>>>>

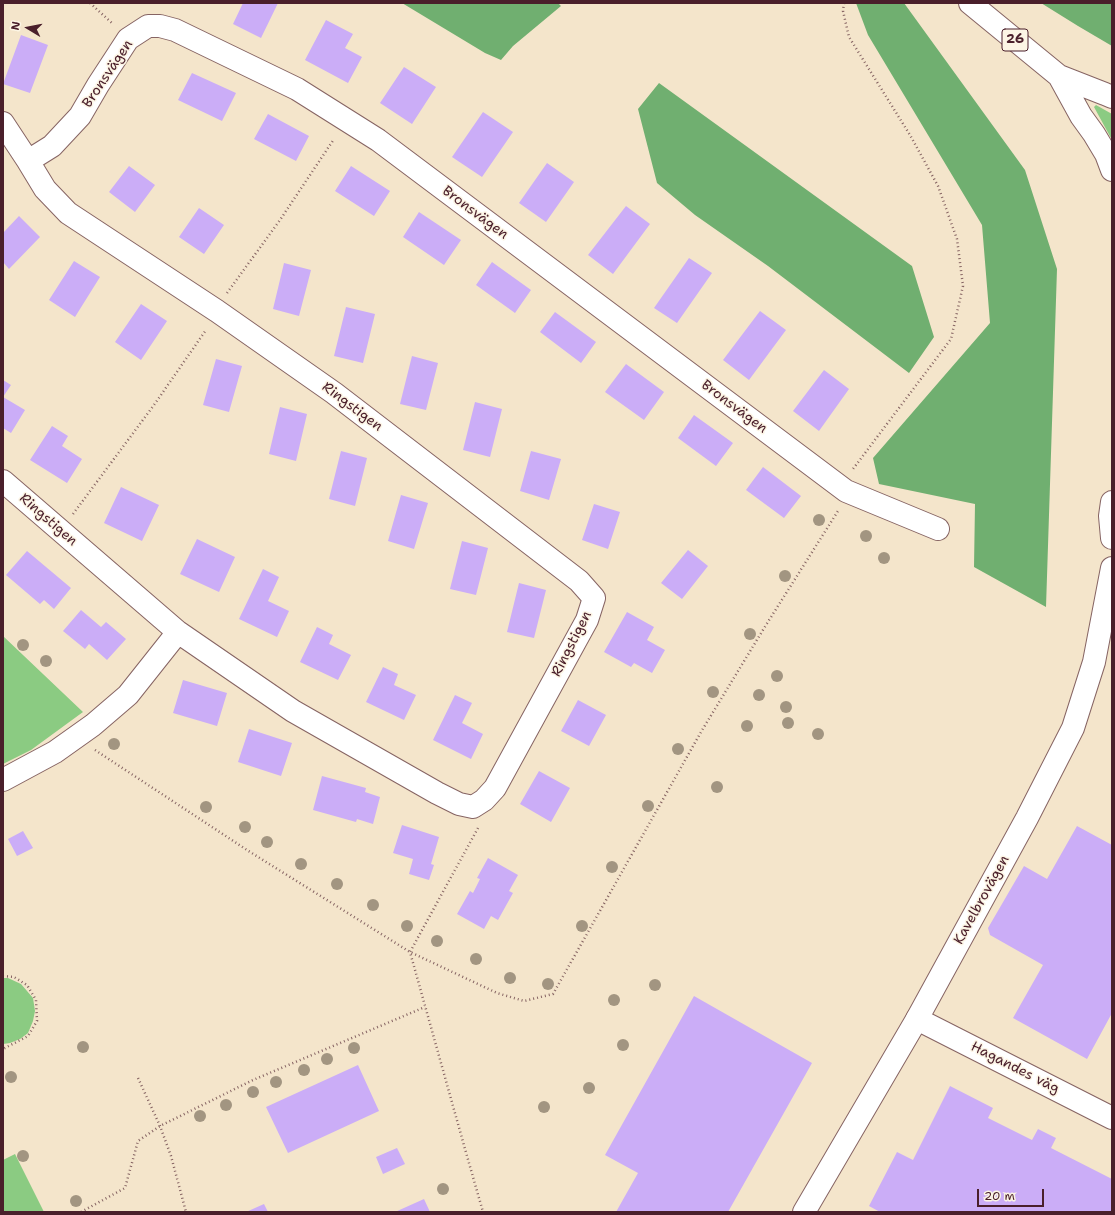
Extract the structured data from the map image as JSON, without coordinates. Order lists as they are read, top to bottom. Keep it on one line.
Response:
{"streets":{"main road":["26","Bronsvägen","Ringstigen","Kavelbrovägen","Hagandes väg"]},"crossings":[["Bronsvägen","Ringstigen"],["Kavelbrovägen","Hagandes väg"]],"scale_bar":"20 m","north":"left"}
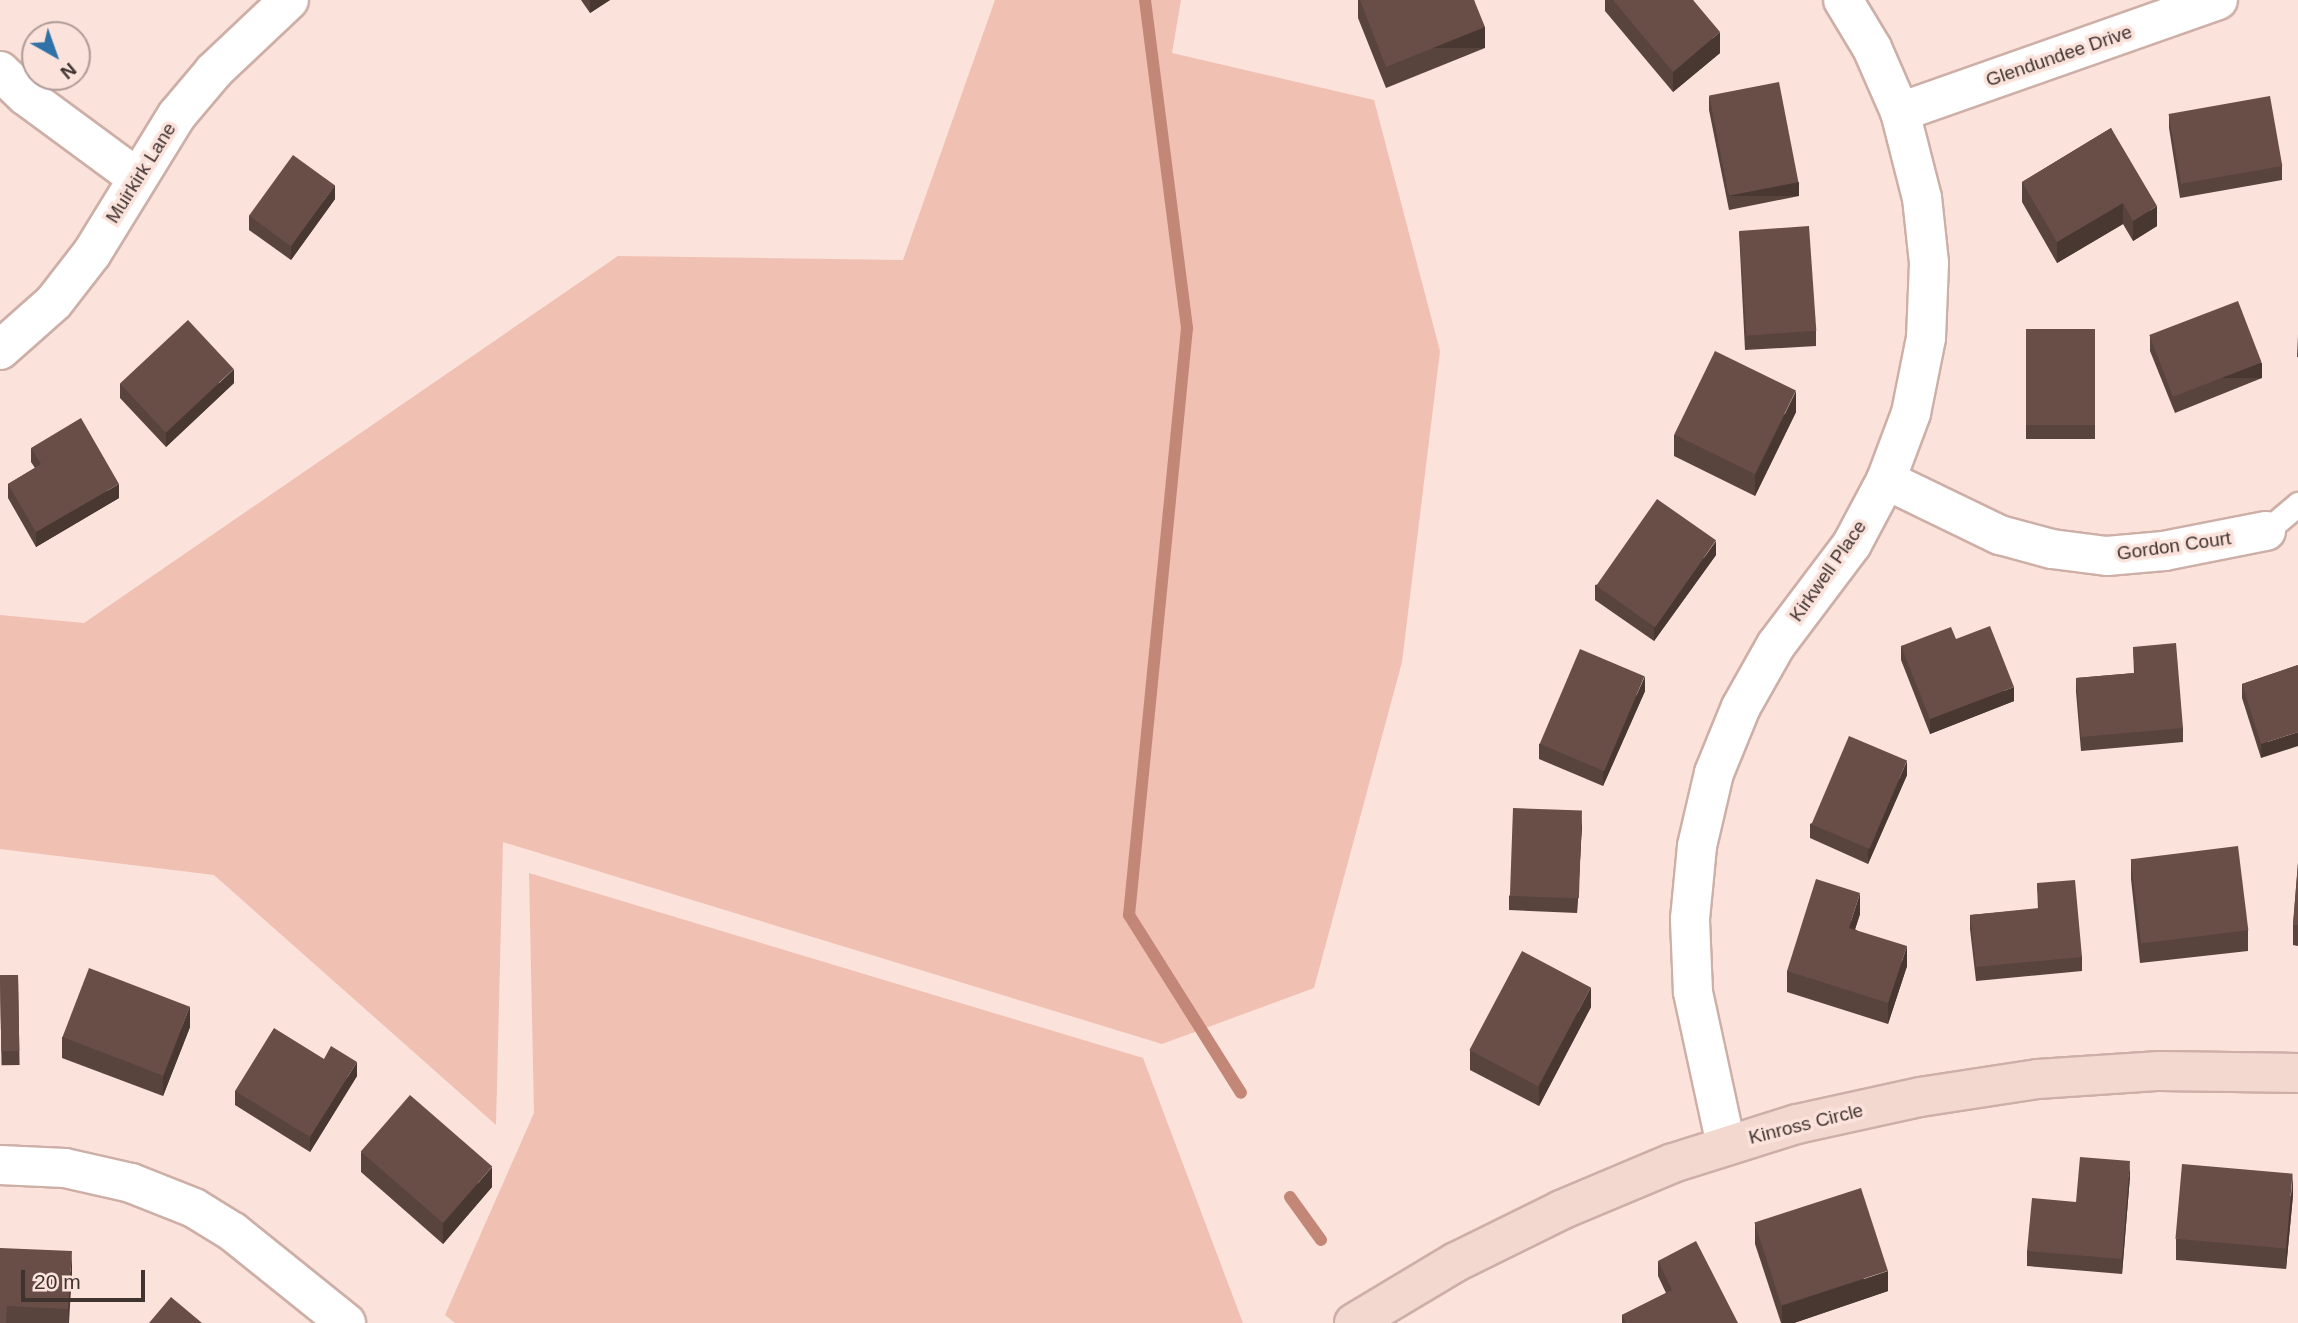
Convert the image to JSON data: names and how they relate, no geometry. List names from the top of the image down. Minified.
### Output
{"streets":{"street":["Glendundee Drive","Muirkirk Lane","Gordon Court","Kirkwell Place","Kinross Circle"]},"crossings":[["Glendundee Drive","Kirkwell Place"],["Gordon Court","Kirkwell Place"],["Kirkwell Place","Kinross Circle"]],"scale_bar":"20 m","north":"bottom right"}
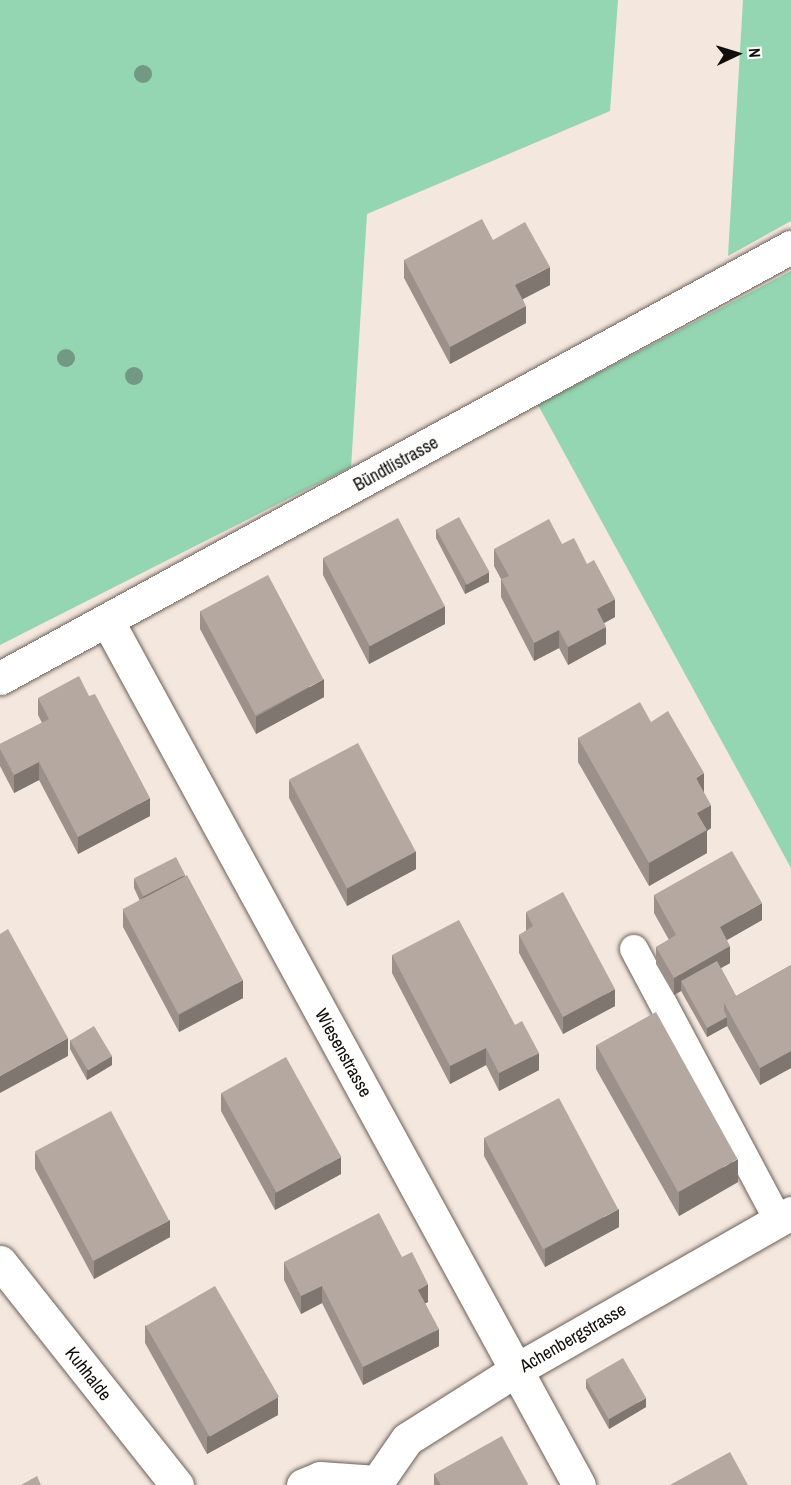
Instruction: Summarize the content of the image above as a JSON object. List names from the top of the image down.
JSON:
{
  "streets": {
    "street": [
      "Bündtlistrasse",
      "Wiesenstrasse",
      "Achenbergstrasse",
      "Kuhhalde"
    ]
  },
  "crossings": [
    ["Bündtlistrasse", "Wiesenstrasse"],
    ["Wiesenstrasse", "Achenbergstrasse"]
  ],
  "north": "right"
}
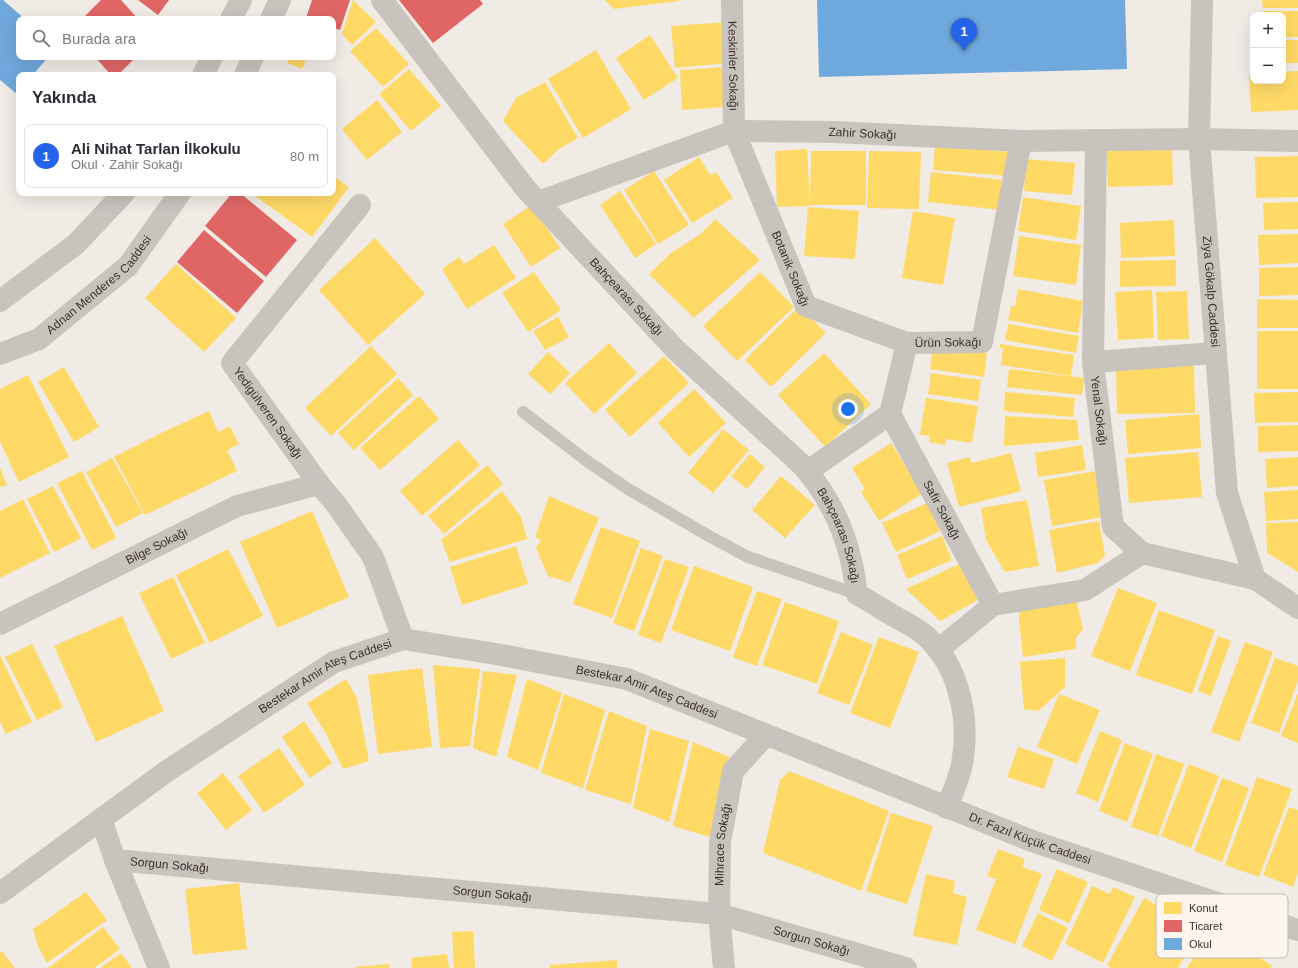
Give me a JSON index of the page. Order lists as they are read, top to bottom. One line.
{"streets":{"street":["Keskinler Sokağı","Zahir Sokağı","Botanik Sokağı","Adnan Menderes Caddesi","Ziya Gökalp Caddesi","Bahçearası Sokağı","Ürün Sokağı","Yenal Sokağı","Yedigülveren Sokağı","Safir Sokağı","Bilge Sokağı","Bestekar Amir Ateş Caddesi","Dr. Fazıl Küçük Caddesi","Mihrace Sokağı","Sorgun Sokağı"]},"crossings":[["Keskinler Sokağı","Zahir Sokağı"],["Keskinler Sokağı","Botanik Sokağı"],["Zahir Sokağı","Botanik Sokağı"],["Zahir Sokağı","Ziya Gökalp Caddesi"],["Zahir Sokağı","Bahçearası Sokağı"],["Zahir Sokağı","Ürün Sokağı"],["Zahir Sokağı","Yenal Sokağı"],["Botanik Sokağı","Ürün Sokağı"],["Ziya Gökalp Caddesi","Yenal Sokağı"],["Ürün Sokağı","Safir Sokağı"],["Yedigülveren Sokağı","Bilge Sokağı"],["Yedigülveren Sokağı","Bestekar Amir Ateş Caddesi"],["Bestekar Amir Ateş Caddesi","Dr. Fazıl Küçük Caddesi"],["Bestekar Amir Ateş Caddesi","Mihrace Sokağı"],["Bestekar Amir Ateş Caddesi","Sorgun Sokağı"],["Dr. Fazıl Küçük Caddesi","Mihrace Sokağı"],["Mihrace Sokağı","Sorgun Sokağı"]],"legend":["Konut","Ticaret","Okul"],"page":{"map_buttons":["+","−"],"search":"Burada ara","pins":"1","heading":"Yakında","list":[{"mark":"1","name":"Ali Nihat Tarlan İlkokulu","note":"Okul · Zahir Sokağı","value":"80 m"}]}}
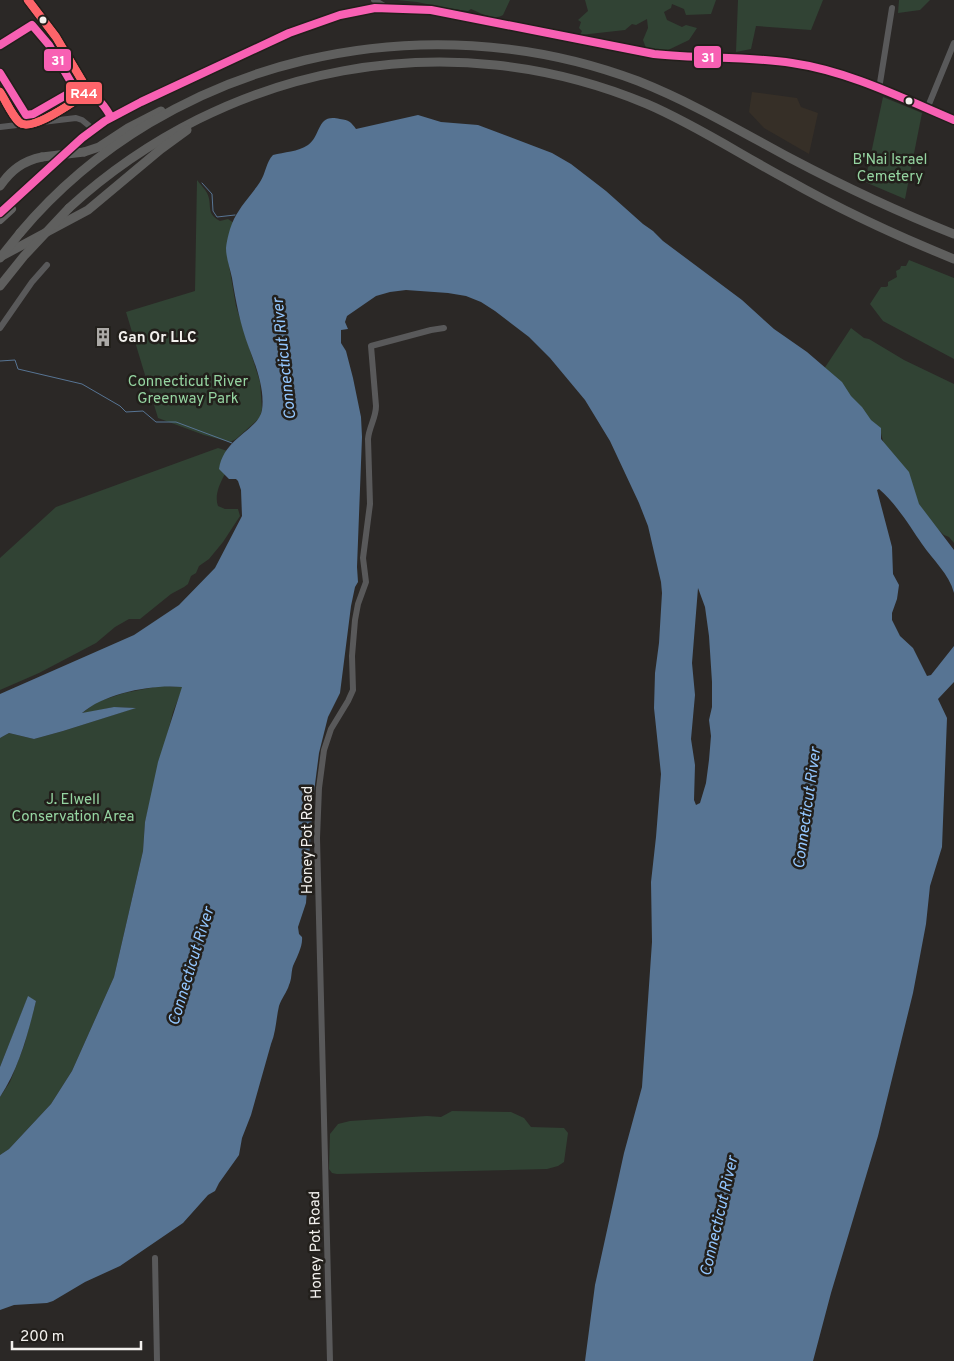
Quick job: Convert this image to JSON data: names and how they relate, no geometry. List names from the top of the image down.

<<<<

PROBLEM DETAILS —
Return the full set of lines above word for word and with no pictures.

RESPONSE BOX —
Extract the structured data from the map image as JSON, without coordinates. Order lists as they are read, top to bottom. Keep it on one line.
Response:
{"streets":{"main road":["26","Bronsvägen","Ringstigen","Kavelbrovägen","Hagandes väg"]},"crossings":[["Bronsvägen","Ringstigen"],["Kavelbrovägen","Hagandes väg"]],"scale_bar":"20 m","north":"left"}
Convert the image to JSON data: names and how they relate, no geometry. List names from the top of the image down. Minified.
### Output
{"streets":{"street":["Glendundee Drive","Muirkirk Lane","Gordon Court","Kirkwell Place","Kinross Circle"]},"crossings":[["Glendundee Drive","Kirkwell Place"],["Gordon Court","Kirkwell Place"],["Kirkwell Place","Kinross Circle"]],"scale_bar":"20 m","north":"bottom right"}
Instruction: Summarize the content of the image above as a JSON object. List names from the top of the image down.
JSON:
{
  "streets": {
    "street": [
      "Bündtlistrasse",
      "Wiesenstrasse",
      "Achenbergstrasse",
      "Kuhhalde"
    ]
  },
  "crossings": [
    ["Bündtlistrasse", "Wiesenstrasse"],
    ["Wiesenstrasse", "Achenbergstrasse"]
  ],
  "north": "right"
}
Give me a JSON index of the page. Order lists as they are read, top to bottom. One line.
{"streets":{"street":["Keskinler Sokağı","Zahir Sokağı","Botanik Sokağı","Adnan Menderes Caddesi","Ziya Gökalp Caddesi","Bahçearası Sokağı","Ürün Sokağı","Yenal Sokağı","Yedigülveren Sokağı","Safir Sokağı","Bilge Sokağı","Bestekar Amir Ateş Caddesi","Dr. Fazıl Küçük Caddesi","Mihrace Sokağı","Sorgun Sokağı"]},"crossings":[["Keskinler Sokağı","Zahir Sokağı"],["Keskinler Sokağı","Botanik Sokağı"],["Zahir Sokağı","Botanik Sokağı"],["Zahir Sokağı","Ziya Gökalp Caddesi"],["Zahir Sokağı","Bahçearası Sokağı"],["Zahir Sokağı","Ürün Sokağı"],["Zahir Sokağı","Yenal Sokağı"],["Botanik Sokağı","Ürün Sokağı"],["Ziya Gökalp Caddesi","Yenal Sokağı"],["Ürün Sokağı","Safir Sokağı"],["Yedigülveren Sokağı","Bilge Sokağı"],["Yedigülveren Sokağı","Bestekar Amir Ateş Caddesi"],["Bestekar Amir Ateş Caddesi","Dr. Fazıl Küçük Caddesi"],["Bestekar Amir Ateş Caddesi","Mihrace Sokağı"],["Bestekar Amir Ateş Caddesi","Sorgun Sokağı"],["Dr. Fazıl Küçük Caddesi","Mihrace Sokağı"],["Mihrace Sokağı","Sorgun Sokağı"]],"legend":["Konut","Ticaret","Okul"],"page":{"map_buttons":["+","−"],"search":"Burada ara","pins":"1","heading":"Yakında","list":[{"mark":"1","name":"Ali Nihat Tarlan İlkokulu","note":"Okul · Zahir Sokağı","value":"80 m"}]}}
Quick job: Convert this image to JSON data: names and how they relate, no geometry. List names from the top of the image down.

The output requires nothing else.